:: Exercise ::
All records below are to be repeated exactly, with the pictures left out.

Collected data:
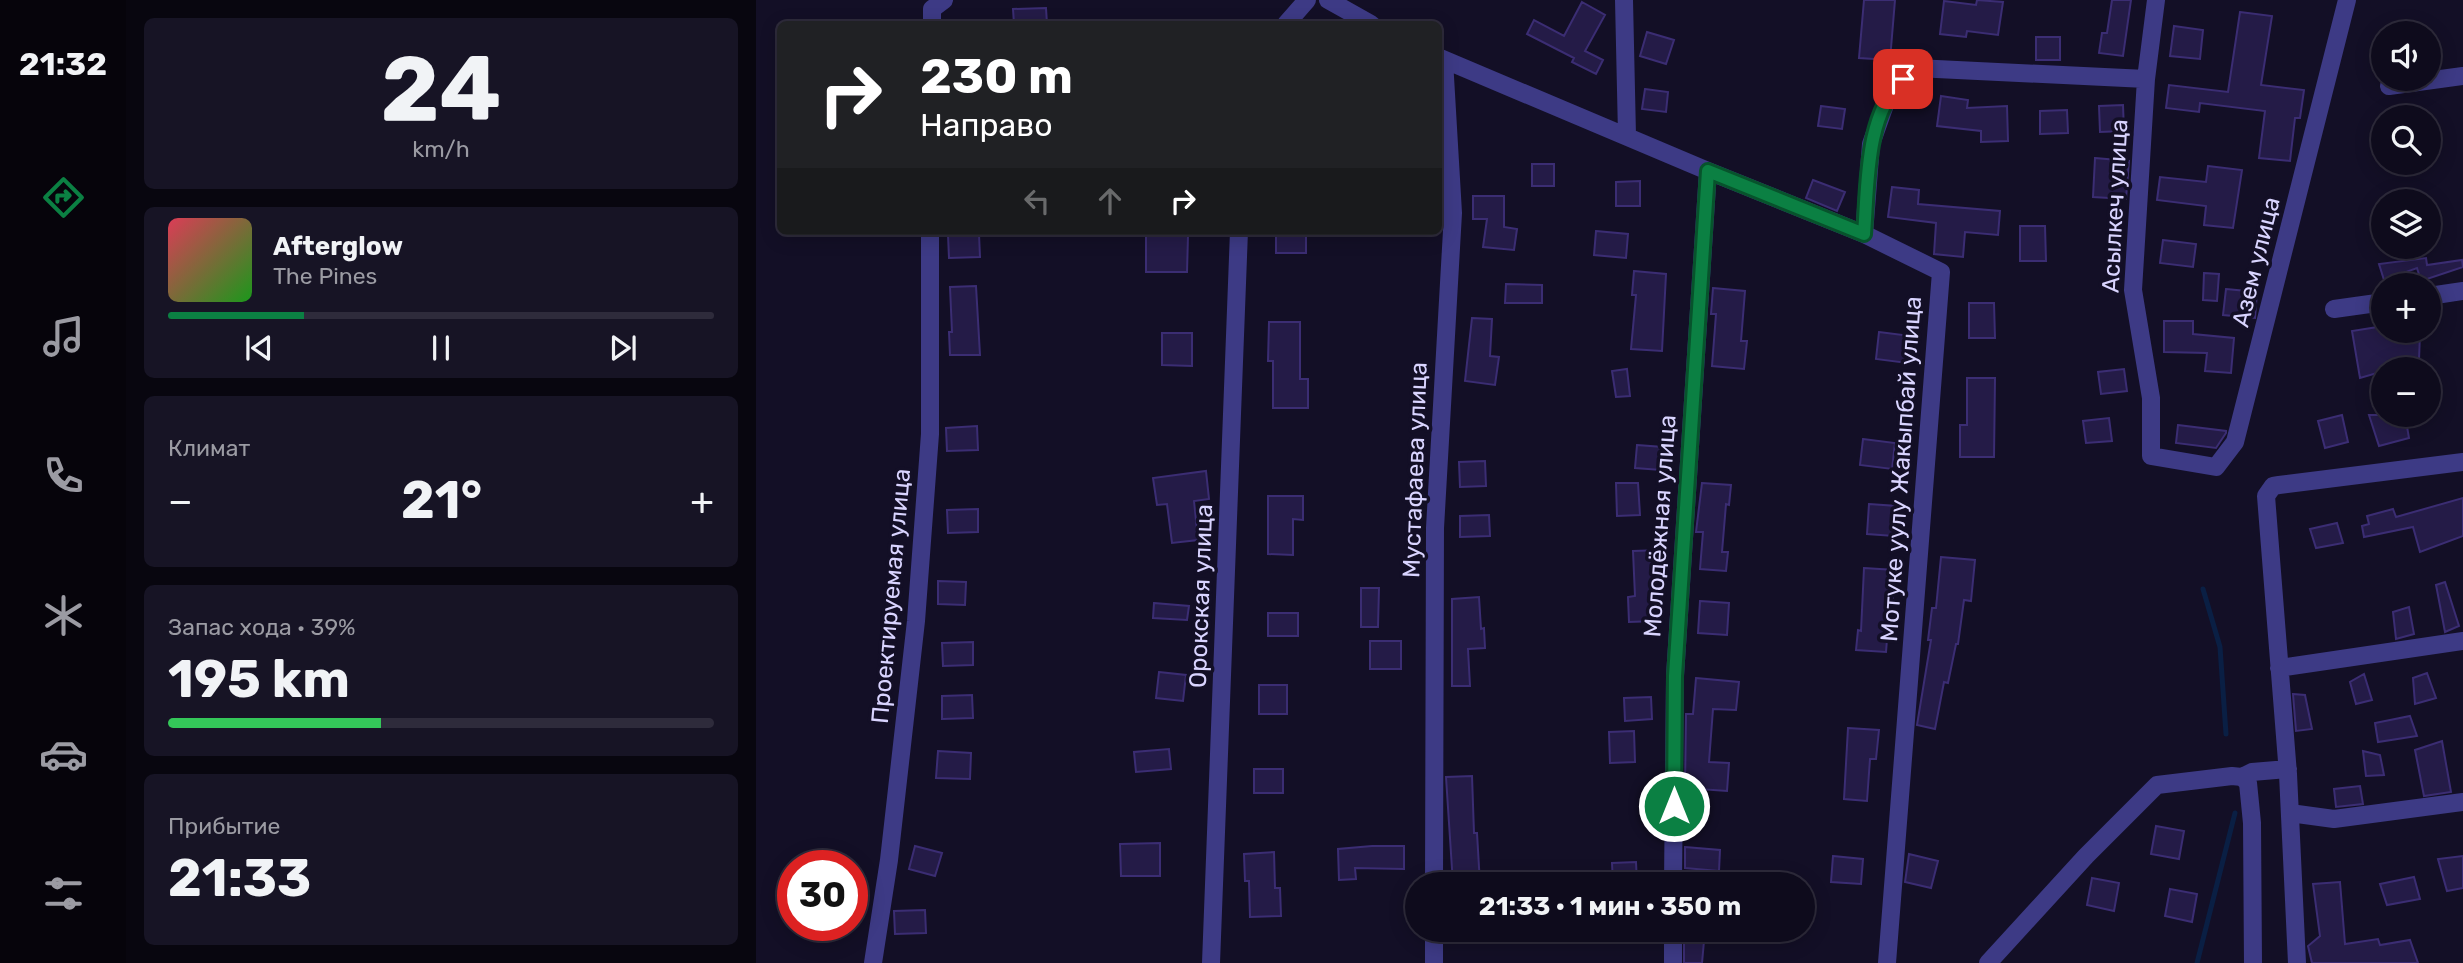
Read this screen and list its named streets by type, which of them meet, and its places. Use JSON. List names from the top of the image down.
{
  "streets": {
    "street": [
      "Асылкеч улица",
      "Азем улица",
      "Мотуке уулу Жакыпбай улица",
      "Мустафаева улица",
      "Молодёжная улица",
      "Проектируемая улица",
      "Орокская улица"
    ]
  },
  "crossings": [
    ["Асылкеч улица", "Азем улица"],
    ["Мотуке уулу Жакыпбай улица", "Молодёжная улица"]
  ],
  "page": {
    "tabs": "21:32",
    "tile": [
      ["24", "km/h"],
      "Климат",
      ["Запас хода · 39%", "195 km"],
      ["Прибытие", "21:33"]
    ],
    "map_buttons": ["+", "−"],
    "turn": ["230 m", "Направо"],
    "song": ["Afterglow", "The Pines"],
    "heat": ["−", "21°", "+"],
    "limit": "30",
    "trip": "21:33 · 1 мин · 350 m"
  }
}
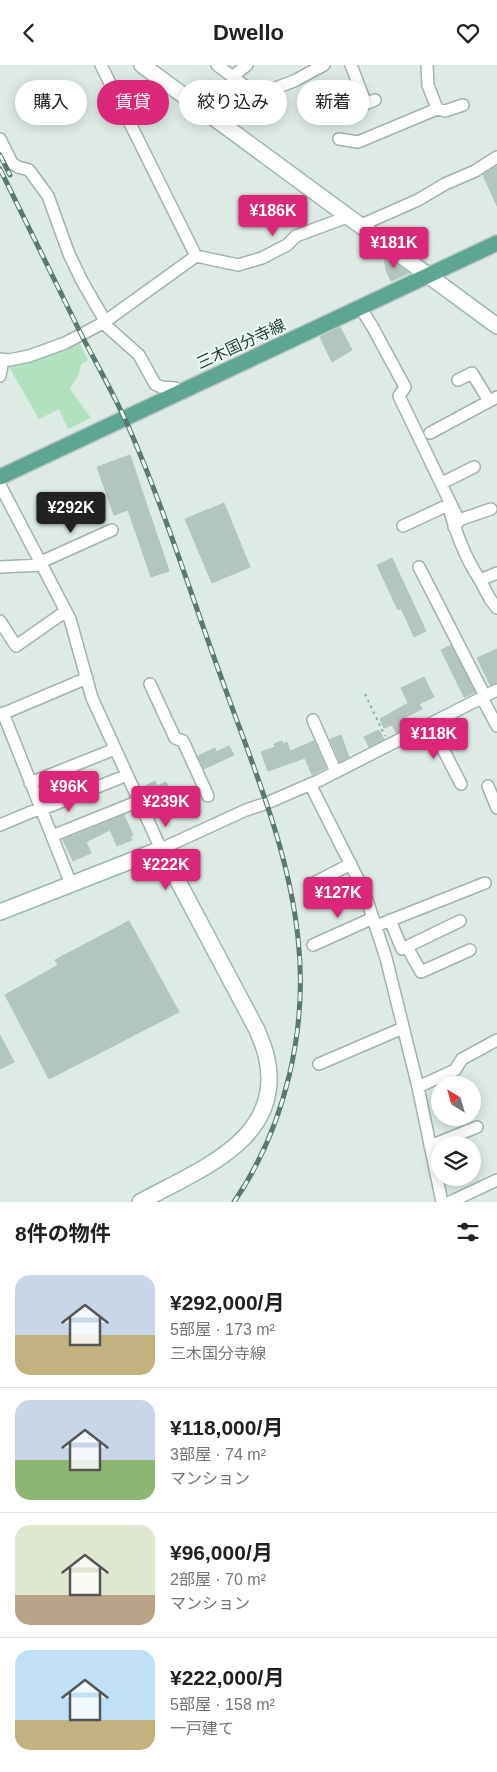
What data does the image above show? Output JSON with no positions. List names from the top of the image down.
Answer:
{
  "streets": {
    "main road": ["三木国分寺線"]
  },
  "north": "top left",
  "page": {
    "header": "Dwello",
    "chip": [
      "購入",
      "賃貸",
      "絞り込み",
      "新着"
    ],
    "price": [
      "¥186K",
      "¥181K",
      "¥292K",
      "¥118K",
      "¥96K",
      "¥239K",
      "¥222K",
      "¥127K"
    ],
    "heading": "8件の物件",
    "list": [
      {
        "name": "¥292,000/月",
        "note": "5部屋 · 173 m² · 三木国分寺線"
      },
      {
        "name": "¥118,000/月",
        "note": "3部屋 · 74 m² · マンション"
      },
      {
        "name": "¥96,000/月",
        "note": "2部屋 · 70 m² · マンション"
      },
      {
        "name": "¥222,000/月",
        "note": "5部屋 · 158 m² · 一戸建て"
      }
    ]
  }
}
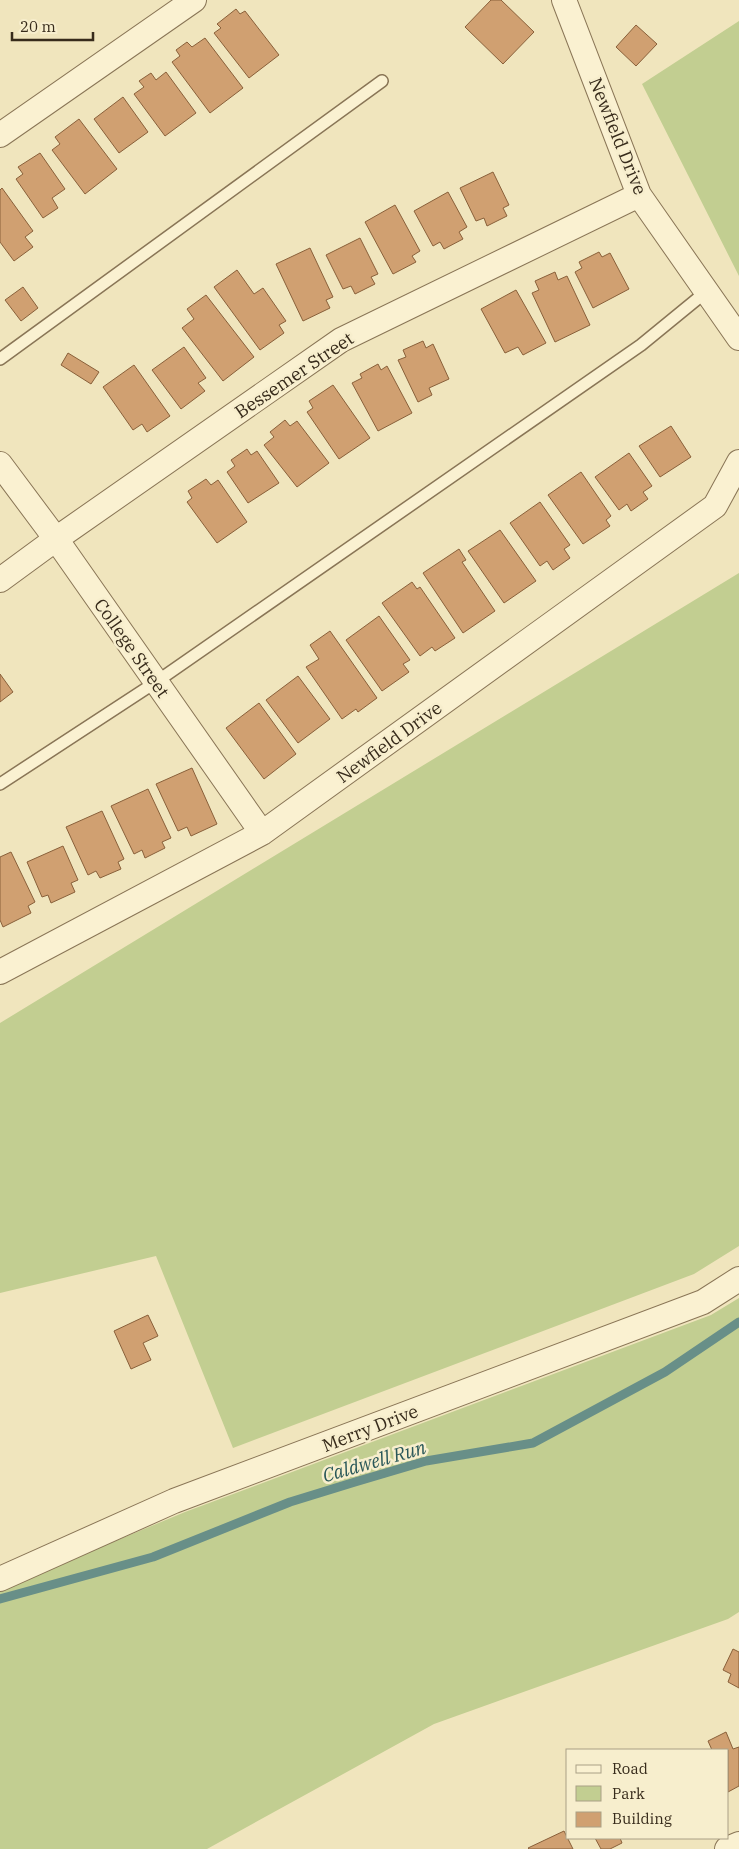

:: Response to the task ::
Read this screen and list its named streets by type, which of them meet, and its places. Use JSON. List names from the top of the image down.
{
  "streets": {
    "street": [
      "Асылкеч улица",
      "Азем улица",
      "Мотуке уулу Жакыпбай улица",
      "Мустафаева улица",
      "Молодёжная улица",
      "Проектируемая улица",
      "Орокская улица"
    ]
  },
  "crossings": [
    ["Асылкеч улица", "Азем улица"],
    ["Мотуке уулу Жакыпбай улица", "Молодёжная улица"]
  ],
  "page": {
    "tabs": "21:32",
    "tile": [
      ["24", "km/h"],
      "Климат",
      ["Запас хода · 39%", "195 km"],
      ["Прибытие", "21:33"]
    ],
    "map_buttons": ["+", "−"],
    "turn": ["230 m", "Направо"],
    "song": ["Afterglow", "The Pines"],
    "heat": ["−", "21°", "+"],
    "limit": "30",
    "trip": "21:33 · 1 мин · 350 m"
  }
}
What data does the image above show? Output JSON with no positions. List names from the top of the image down.
Answer:
{
  "streets": {
    "main road": ["三木国分寺線"]
  },
  "north": "top left",
  "page": {
    "header": "Dwello",
    "chip": [
      "購入",
      "賃貸",
      "絞り込み",
      "新着"
    ],
    "price": [
      "¥186K",
      "¥181K",
      "¥292K",
      "¥118K",
      "¥96K",
      "¥239K",
      "¥222K",
      "¥127K"
    ],
    "heading": "8件の物件",
    "list": [
      {
        "name": "¥292,000/月",
        "note": "5部屋 · 173 m² · 三木国分寺線"
      },
      {
        "name": "¥118,000/月",
        "note": "3部屋 · 74 m² · マンション"
      },
      {
        "name": "¥96,000/月",
        "note": "2部屋 · 70 m² · マンション"
      },
      {
        "name": "¥222,000/月",
        "note": "5部屋 · 158 m² · 一戸建て"
      }
    ]
  }
}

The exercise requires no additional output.